On aurait aimé avoir tort et que l’actu contredise le titre de cet article qu’on a publié le 19 novembre dernier, à l’occasion de la Journée du souvenir trans. Mais non : en 2020, la transphobie tue encore et toujours. Fouad, une lycéenne transgenre de 17 ans s’est suicidée ce 15 décembre 2020 dans son foyer d’accueil. Ce drame relance, une fois de plus, la question du manque d’accompagnement des ados trans dans les établissements scolaires, et plus généralement au sein de la société.

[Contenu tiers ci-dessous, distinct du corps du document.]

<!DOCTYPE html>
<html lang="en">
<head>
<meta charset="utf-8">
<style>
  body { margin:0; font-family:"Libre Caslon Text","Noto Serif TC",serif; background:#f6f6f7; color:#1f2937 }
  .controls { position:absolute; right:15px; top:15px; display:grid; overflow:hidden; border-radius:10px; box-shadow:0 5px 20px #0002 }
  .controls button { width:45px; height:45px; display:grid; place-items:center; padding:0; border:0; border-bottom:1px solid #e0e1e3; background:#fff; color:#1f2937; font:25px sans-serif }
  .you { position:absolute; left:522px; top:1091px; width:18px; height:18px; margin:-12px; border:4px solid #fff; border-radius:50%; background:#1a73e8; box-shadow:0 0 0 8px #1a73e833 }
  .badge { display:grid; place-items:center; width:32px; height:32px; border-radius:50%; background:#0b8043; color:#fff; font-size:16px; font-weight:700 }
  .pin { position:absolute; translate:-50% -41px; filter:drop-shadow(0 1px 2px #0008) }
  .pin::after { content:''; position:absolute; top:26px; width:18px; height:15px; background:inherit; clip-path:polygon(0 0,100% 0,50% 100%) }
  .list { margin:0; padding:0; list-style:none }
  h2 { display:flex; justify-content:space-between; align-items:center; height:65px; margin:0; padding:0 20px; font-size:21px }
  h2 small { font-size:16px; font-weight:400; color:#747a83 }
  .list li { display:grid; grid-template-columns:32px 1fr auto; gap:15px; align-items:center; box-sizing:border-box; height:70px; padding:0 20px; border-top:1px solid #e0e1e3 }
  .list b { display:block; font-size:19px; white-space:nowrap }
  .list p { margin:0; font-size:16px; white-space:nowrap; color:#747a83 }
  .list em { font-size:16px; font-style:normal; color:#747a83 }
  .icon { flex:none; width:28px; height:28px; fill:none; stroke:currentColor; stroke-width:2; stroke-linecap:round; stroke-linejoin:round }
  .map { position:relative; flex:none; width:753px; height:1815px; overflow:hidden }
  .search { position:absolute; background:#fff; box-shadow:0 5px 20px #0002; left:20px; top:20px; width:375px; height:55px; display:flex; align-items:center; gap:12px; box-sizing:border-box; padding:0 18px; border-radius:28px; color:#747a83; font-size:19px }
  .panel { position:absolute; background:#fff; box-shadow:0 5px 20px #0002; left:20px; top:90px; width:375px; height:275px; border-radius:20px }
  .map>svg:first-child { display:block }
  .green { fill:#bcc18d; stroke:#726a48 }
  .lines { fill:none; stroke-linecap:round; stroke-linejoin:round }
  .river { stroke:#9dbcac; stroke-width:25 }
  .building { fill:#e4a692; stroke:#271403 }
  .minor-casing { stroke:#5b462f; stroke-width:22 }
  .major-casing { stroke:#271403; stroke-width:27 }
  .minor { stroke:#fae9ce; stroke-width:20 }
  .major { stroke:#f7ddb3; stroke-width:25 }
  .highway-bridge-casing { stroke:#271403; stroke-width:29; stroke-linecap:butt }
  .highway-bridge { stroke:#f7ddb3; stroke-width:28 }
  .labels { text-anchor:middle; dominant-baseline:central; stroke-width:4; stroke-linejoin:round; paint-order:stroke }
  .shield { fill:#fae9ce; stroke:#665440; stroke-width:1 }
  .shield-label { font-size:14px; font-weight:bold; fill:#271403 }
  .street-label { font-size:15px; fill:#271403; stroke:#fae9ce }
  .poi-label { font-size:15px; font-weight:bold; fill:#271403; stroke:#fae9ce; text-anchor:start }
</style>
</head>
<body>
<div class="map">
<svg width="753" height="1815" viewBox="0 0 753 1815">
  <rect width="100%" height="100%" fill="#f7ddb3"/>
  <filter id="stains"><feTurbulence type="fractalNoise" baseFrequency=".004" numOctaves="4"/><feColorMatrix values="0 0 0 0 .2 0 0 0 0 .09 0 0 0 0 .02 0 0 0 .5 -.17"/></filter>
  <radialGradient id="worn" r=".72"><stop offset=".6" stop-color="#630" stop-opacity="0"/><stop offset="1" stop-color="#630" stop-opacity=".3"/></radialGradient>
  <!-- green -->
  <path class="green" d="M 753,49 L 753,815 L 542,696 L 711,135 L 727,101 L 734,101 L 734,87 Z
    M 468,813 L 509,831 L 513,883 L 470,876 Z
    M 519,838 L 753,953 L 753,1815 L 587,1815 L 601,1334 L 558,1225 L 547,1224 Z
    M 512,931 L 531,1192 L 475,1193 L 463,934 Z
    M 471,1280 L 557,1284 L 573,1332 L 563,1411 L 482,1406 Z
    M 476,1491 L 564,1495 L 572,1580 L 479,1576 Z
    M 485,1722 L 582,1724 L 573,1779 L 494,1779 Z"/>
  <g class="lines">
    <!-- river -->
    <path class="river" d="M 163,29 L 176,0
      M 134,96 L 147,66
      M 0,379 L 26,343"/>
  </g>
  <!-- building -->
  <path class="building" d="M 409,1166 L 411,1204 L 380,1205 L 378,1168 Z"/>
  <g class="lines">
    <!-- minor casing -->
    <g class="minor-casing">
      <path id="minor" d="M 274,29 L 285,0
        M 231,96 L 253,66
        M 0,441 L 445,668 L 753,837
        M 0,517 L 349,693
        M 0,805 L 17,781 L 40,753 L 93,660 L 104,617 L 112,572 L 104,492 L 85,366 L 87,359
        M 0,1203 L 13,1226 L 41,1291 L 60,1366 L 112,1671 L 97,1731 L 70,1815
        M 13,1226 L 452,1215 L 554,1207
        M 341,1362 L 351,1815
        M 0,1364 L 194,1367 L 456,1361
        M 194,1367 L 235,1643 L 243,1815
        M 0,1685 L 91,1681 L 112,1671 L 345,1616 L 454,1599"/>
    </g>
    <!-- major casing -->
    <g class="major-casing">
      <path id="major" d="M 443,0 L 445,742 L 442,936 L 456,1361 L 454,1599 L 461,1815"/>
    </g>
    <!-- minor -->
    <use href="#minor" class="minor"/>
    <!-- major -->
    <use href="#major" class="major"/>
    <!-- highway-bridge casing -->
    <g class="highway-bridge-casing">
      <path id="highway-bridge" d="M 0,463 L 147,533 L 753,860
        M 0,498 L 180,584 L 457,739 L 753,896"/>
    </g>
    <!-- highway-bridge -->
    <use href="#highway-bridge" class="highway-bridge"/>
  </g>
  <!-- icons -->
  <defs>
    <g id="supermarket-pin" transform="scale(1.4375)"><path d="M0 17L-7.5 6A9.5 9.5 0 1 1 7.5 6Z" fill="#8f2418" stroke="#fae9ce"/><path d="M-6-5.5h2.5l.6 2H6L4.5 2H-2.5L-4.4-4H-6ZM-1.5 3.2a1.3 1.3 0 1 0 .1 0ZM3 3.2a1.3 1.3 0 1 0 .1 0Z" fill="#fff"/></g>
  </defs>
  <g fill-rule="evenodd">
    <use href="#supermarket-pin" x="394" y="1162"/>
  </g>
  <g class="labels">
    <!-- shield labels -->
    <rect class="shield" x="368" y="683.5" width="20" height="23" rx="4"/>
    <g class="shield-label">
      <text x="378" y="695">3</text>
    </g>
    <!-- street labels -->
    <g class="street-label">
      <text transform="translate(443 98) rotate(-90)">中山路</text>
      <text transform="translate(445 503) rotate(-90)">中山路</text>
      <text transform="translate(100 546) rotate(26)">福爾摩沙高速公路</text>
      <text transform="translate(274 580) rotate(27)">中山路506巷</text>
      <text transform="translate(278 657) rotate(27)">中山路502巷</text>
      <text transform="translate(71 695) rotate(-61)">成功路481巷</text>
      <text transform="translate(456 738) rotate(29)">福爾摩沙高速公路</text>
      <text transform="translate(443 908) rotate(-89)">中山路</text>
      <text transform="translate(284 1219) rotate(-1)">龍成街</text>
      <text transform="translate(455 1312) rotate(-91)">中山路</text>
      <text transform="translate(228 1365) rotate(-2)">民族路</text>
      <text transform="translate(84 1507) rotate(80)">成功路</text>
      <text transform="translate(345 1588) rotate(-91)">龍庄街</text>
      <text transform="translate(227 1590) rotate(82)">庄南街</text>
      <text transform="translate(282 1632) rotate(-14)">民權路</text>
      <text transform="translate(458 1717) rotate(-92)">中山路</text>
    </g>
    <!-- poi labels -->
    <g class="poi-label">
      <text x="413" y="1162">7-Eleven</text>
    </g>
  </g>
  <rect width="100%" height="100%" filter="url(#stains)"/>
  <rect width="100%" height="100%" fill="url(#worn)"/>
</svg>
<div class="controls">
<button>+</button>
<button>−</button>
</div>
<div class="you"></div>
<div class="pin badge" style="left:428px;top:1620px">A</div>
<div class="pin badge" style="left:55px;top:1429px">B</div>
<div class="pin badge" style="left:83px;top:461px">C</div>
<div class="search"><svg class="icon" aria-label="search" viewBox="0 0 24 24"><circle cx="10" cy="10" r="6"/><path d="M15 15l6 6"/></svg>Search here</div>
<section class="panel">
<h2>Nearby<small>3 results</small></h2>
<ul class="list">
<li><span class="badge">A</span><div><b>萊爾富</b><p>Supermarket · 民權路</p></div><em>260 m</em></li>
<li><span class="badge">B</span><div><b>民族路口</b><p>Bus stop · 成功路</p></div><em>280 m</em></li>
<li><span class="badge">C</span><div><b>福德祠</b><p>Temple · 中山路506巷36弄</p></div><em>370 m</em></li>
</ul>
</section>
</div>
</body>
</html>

« Je n’ai pas été surprise de ce tragique événement, hélas. Une autre étudiante trans, Doona, s’est aussi suicidée à Montpellier en septembre dernier. Ce sont des cas de figures qu’on retrouve malheureusement plus souvent qu’on le voudrait », m’a confié Gabrielle Richard, auteure et chercheuse québécoise installée en France. « Pour les personnes qui, comme moi, connaissent les expériences scolaires des jeunes LGBT, je sais à quel point les jeunes trans se retrouvent au carrefour de plusieurs difficultés, de problèmes d’accès aux sphères institutionnelles incluant médicales et scolaires. Je connais trop bien ça… »

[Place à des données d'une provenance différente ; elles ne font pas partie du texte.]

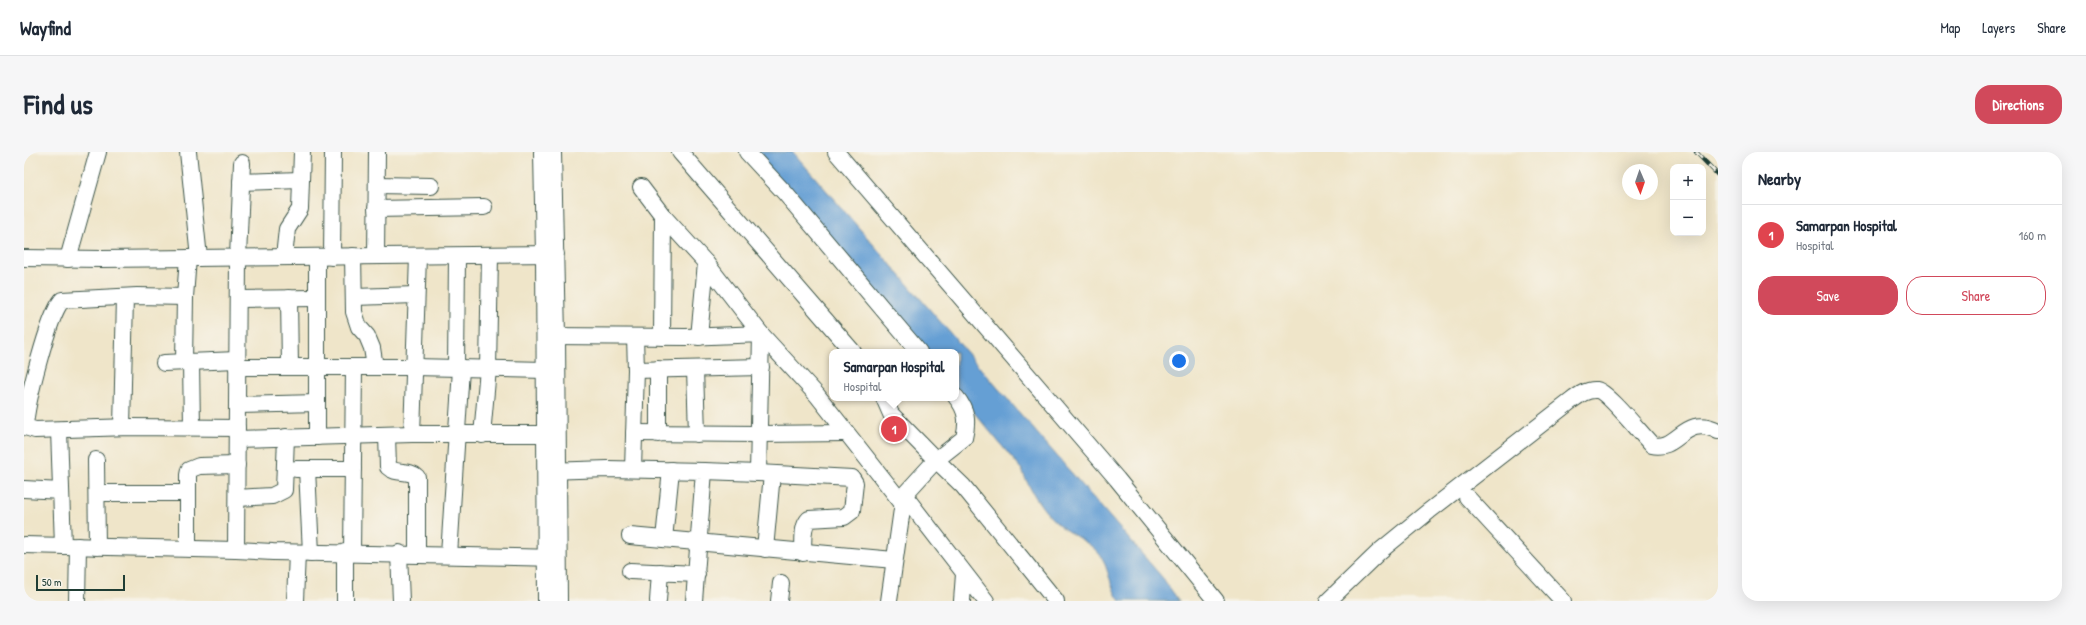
<!DOCTYPE html>
<meta charset="utf-8">
<style>
:root{--surface:#fff;--page:#f6f6f7;--text:#1f2937;--muted:#747a83;--line:#e0e1e3;--accent:#d1495b}
body{margin:0;font-family:"Patrick Hand",sans-serif;background:var(--page);color:var(--text)}
.controls{position:absolute;right:12px;top:12px;display:grid;overflow:hidden;border-radius:8px;box-shadow:0 4px 16px #0002}
.controls button{width:36px;height:36px;display:grid;place-items:center;padding:0;border:0;border-bottom:1px solid var(--line);background:var(--surface);color:var(--text);font:20px sans-serif}
.compass{position:absolute;left:1598px;top:12px;width:36px;height:36px;border-radius:50%;background:var(--surface);box-shadow:0 4px 16px #0002;rotate:178deg}
.scale{position:absolute;left:12px;bottom:10px;width:89px;box-sizing:border-box;padding-left:4px;border:2px solid #1f3d34;border-top:0;font-size:11px;line-height:14px;white-space:nowrap;color:#1f3d34;-webkit-text-stroke:3px #f7f3e8;paint-order:stroke}
.you{position:absolute;left:1155px;top:209px;width:14px;height:14px;margin:-10px;border:3px solid #fff;border-radius:50%;background:#1a73e8;box-shadow:0 0 0 6px #1a73e833}
.badge{display:grid;place-items:center;width:26px;height:26px;border-radius:50%;background:var(--accent);color:#fff;font-size:13px;font-weight:700}
.pin{position:absolute;translate:-50% -50%;border:2px solid #fff;box-shadow:0 1px 4px #0006}
.popup{position:absolute;left:805px;top:197px;width:130px;height:52px;box-sizing:border-box;display:grid;place-content:center;border-radius:8px;background:var(--surface);filter:drop-shadow(0 1px 3px #0005);font-size:13px;white-space:nowrap;color:var(--muted)}
.popup b{font-size:15px;color:var(--text)}
.popup::after{content:'';position:absolute;left:50%;top:100%;margin-left:-8px;border:8px solid transparent;border-top-color:var(--surface)}
.list{margin:0;padding:0;list-style:none}
h2{display:flex;justify-content:space-between;align-items:center;height:52px;margin:0;padding:0 16px;font-size:17px}
h2 small{font-size:13px;font-weight:400;color:var(--muted)}
.list li{display:grid;grid-template-columns:26px 1fr auto;gap:12px;align-items:center;box-sizing:border-box;height:60px;padding:0 16px;border-top:1px solid var(--line)}
.list b{display:block;font-size:15px;white-space:nowrap}
.list p{margin:0;font-size:13px;white-space:nowrap;color:var(--muted)}
.list em{font-size:13px;font-style:normal;color:var(--muted)}
.actions{display:flex;gap:8px;padding:12px 16px}
.actions a{flex:1;padding:9px 0;border:1px solid var(--accent);border-radius:16px;text-align:center;font-size:14px;color:var(--accent)}
.actions .main{background:var(--accent);color:#fff}
.map{position:relative;flex:none;width:1694px;height:449px;overflow:hidden;border-radius:16px}
header{display:flex;align-items:center;gap:24px;box-sizing:border-box;height:56px;padding:0 20px;background:var(--surface);border-bottom:1px solid var(--line)}
header strong{font-size:19px}
nav{display:flex;gap:22px;margin-inline-start:auto;font-size:14px}
.intro{display:flex;align-items:center;justify-content:space-between;box-sizing:border-box;height:96px;padding:0 24px}
h1{margin:0;font-size:28px}
.button{padding:10px 18px;border-radius:16px;background:var(--accent);color:#fff;font-size:14px;font-weight:700}
main{display:flex;gap:24px;padding:0 24px}
aside{flex:1;background:var(--surface);border-radius:16px;box-shadow:0 4px 16px #0002}
.map>svg:first-child{display:block}
</style>
<header>
<strong>Wayfind</strong>
<nav><a>Map</a><a>Layers</a><a>Share</a></nav>
</header>
<div class="intro"><h1>Find us</h1><a class="button">Directions</a></div>
<main>
<div class="map">
<svg width="1694" height="449" viewBox="0 0 1694 449">
<rect width="100%" height="100%" fill="#f7f3e8"/>
<filter id="ink" filterUnits="userSpaceOnUse"><feTurbulence type="fractalNoise" baseFrequency=".025" numOctaves="2"/><feDisplacementMap in="SourceGraphic" scale="8" xChannelSelector="R" yChannelSelector="G"/><feConvolveMatrix kernelMatrix="1 2 1 2 8 2 1 2 1" color-interpolation-filters="sRGB"/></filter>
<filter id="wash" filterUnits="userSpaceOnUse"><feTurbulence type="fractalNoise" baseFrequency=".012" numOctaves="4" result="noise"/><feDisplacementMap in="SourceGraphic" scale="16" xChannelSelector="R" yChannelSelector="G"/><feGaussianBlur stdDeviation="0.9" result="paint"/><feColorMatrix in="noise" values="0 0 0 0 0 0 0 0 0 0 0 0 0 0 0 0 0 1.4 0 .05"/><feComposite in="paint" operator="in"/></filter>
<g filter="url(#wash)">
<rect width="100%" height="100%" fill="#efe5c9"/>
<!-- water -->
<path fill="#659fd4" stroke="#426e84" d="M729,0H769L1138,425L1155,449H1096C1087,438 1084,415 1077,404C1067,390 1048,384 1035,373C1019,360 1005,337 998,318L932,239V200H899Z"/>
<g id="blocks">
<!-- building -->
<path fill="#e09c69" d="M872,268L881,278L867,291L858,281Z"/>
</g>
</g>
<g filter="url(#ink)">
<use href="#blocks" fill-opacity="0" stroke="#3e564a" stroke-width="1"/>
<g fill="none" stroke-linecap="round" stroke-linejoin="round">
<!-- minor casing -->
<g stroke="#3e564a" stroke-width="18">
<g id="minor">
<path d="M164,0L175,106"/>
<path d="M518,0L520,103L522,449"/>
<path d="M529,0L533,184L535,449"/>
<path d="M656,0L829,200"/>
<path d="M723,0L761,41L895,200"/>
<path d="M812,0L1093,327L1192,449"/>
<path d="M217,30L276,28"/>
<path d="M353,33L407,34"/>
<path d="M617,35L639,64L682,111L737,182L793,243L878,351"/>
<path d="M352,57L460,55"/>
<path d="M329,104L330,160L335,175L343,184L348,196L351,215"/>
<path d="M352,104L353,0"/>
<path d="M260,105L263,77L276,57L278,0"/>
<path d="M293,105V285"/>
<path d="M308,105L309,0"/>
<path d="M0,106L78,107L532,102"/>
<path d="M44,107L74,0"/>
<path d="M161,145L113,144L38,148C24,165 2,252 1,275L11,278L106,275L213,276"/>
<path d="M330,145L392,143"/>
<path d="M265,146L266,215"/>
<path d="M214,147L293,146"/>
<path d="M524,184L662,185L737,182L734,321L680,319"/>
<path d="M638,185L639,64"/>
<path d="M675,185L682,111"/>
<path d="M160,210L161,145L164,106"/>
<path d="M167,210L168,275"/>
<path d="M140,211L213,208"/>
<path d="M213,215H390L521,218"/>
<path d="M432,217L433,104"/>
<path d="M671,217L673,282"/>
<path d="M612,218L737,215"/>
<path d="M932,245C943,258 944,270 940,286L912,308L939,334L1032,449"/>
<path d="M860,246L867,262L912,308L880,343L865,449"/>
<path d="M213,253L293,251"/>
<path d="M98,275L101,145"/>
<path d="M35,278L39,394"/>
<path d="M610,281L736,282L822,281"/>
<path d="M388,282L394,104"/>
<path d="M634,282V217"/>
<path d="M363,283L364,315C372,323 385,317 393,325V402"/>
<path d="M458,283L464,217L466,103"/>
<path d="M213,287L388,282H531"/>
<path d="M72,308L73,395"/>
<path d="M272,317H329"/>
<path d="M283,317L287,401"/>
<path d="M609,317L612,218L611,185"/>
<path d="M524,319L584,317L680,319L670,449"/>
<path d="M734,321L828,326L831,331L828,359L820,365L785,367C777,375 780,390 779,401"/>
<path d="M0,337L37,339"/>
<path d="M73,341H164"/>
<path d="M880,343L962,449"/>
<path d="M1443,345L1539,449"/>
<path d="M213,346L248,344L260,338L262,285"/>
<path d="M606,384L870,408"/>
<path d="M640,387L647,318"/>
<path d="M0,393L212,398L249,400L534,406"/>
<path d="M164,396V323L165,318L175,314L213,313"/>
<path d="M741,397L748,322"/>
<path d="M212,398L214,105L218,11"/>
<path d="M321,400V449"/>
<path d="M328,401L330,215"/>
<path d="M375,401L377,449"/>
<path d="M425,403L437,217"/>
<path d="M606,419L673,422"/>
<path d="M53,449L54,394"/>
<path d="M271,449L273,401"/>
<path d="M634,449L636,420"/>
<path d="M755,449L757,431"/>
<path d="M938,449L940,422"/>
<path d="M1304,449L1356,399L1405,359L1547,249C1555,243 1563,237 1573,238C1584,240 1618,283 1628,293C1654,300 1660,261 1694,279"/>
</g>
</g>
<!-- minor -->
<use href="#minor" stroke="#fff" stroke-width="16"/>
<!-- rail casing -->
<g stroke="#1f3d34" stroke-width="4.5">
<path id="rail" d="M1672,0L1694,23"/>
</g>
<!-- rail -->
<use href="#rail" stroke="#f7f3e8" stroke-width="3" stroke-dasharray="9" stroke-linecap="butt"/>
</g>
</g>
</svg>
<div class="controls">
<button>+</button>
<button>−</button>
</div>
<svg class="compass" viewBox="-18 -18 36 36"><path d="M0-13l5 13h-10z" fill="#e53935"/><path d="M0 13l5-13h-10z" fill="#747a83"/></svg>
<div class="scale">50 m</div>
<div class="you"></div>
<div class="pin badge" style="left:870px;top:277px;background:#e0444e">1</div>
<div class="popup"><b>Samarpan Hospital</b>Hospital</div>
</div>
<aside>
<h2>Nearby<small></small></h2>
<ul class="list">
<li><span class="badge" style="background:#e0444e">1</span><div><b>Samarpan Hospital</b><p>Hospital</p></div><em>160 m</em></li>
</ul>
<div class="actions"><a class="main">Save</a><a>Share</a></div>
</aside>
</main>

Selon elle, ce suicide c’est « le constat d’un échec collectif : de l’Éducation nationale et de la société en général qui ne sait pas inclure ces jeunes-là » raconte la spécialiste qui estime qu’en France, il manque des lignes directrices encadrant l’accueil en milieu scolaire des jeunes trans et non binaires. « On a de telles lignes directrices au Québec ! La France aura tout à gagner à s’en inspirer. »
une incompréhension de certains concepts de base
Quentin, personne trans non binaire, n’a pas non plus été surpris.e d’apprendre qu’une ado trans s’était “encore” suicidée. « J’ai éprouvé énormément de tristesse mais pas de surprise ». Et selon lui.elle, il est urgent que les établissements scolaires français forment les enseignants, CPE, entre autres, pour accompagner les personnes trans, mais aussi pour éduquer sur la transidentité et la non binarité.
Gabrielle Richard rejoint Quentin dans cette idée que les milieux éducatifs, les profs, et le personnel enseignant, doivent apprendre à accueillir les ados trans. « Ils ont constamment cette préoccupation d’un.e élève trans à accueillir et comment le faire dans le respect de son identité, dans le respect des parents. Je pense qu’il y a une grande confusion sur le rôle de l’Éducation nationale mais on pourrait y remédier en produisant des lignes directrices, c’est pressant. »
« Je trouve que l’école est maltraitante envers les élèves trans. »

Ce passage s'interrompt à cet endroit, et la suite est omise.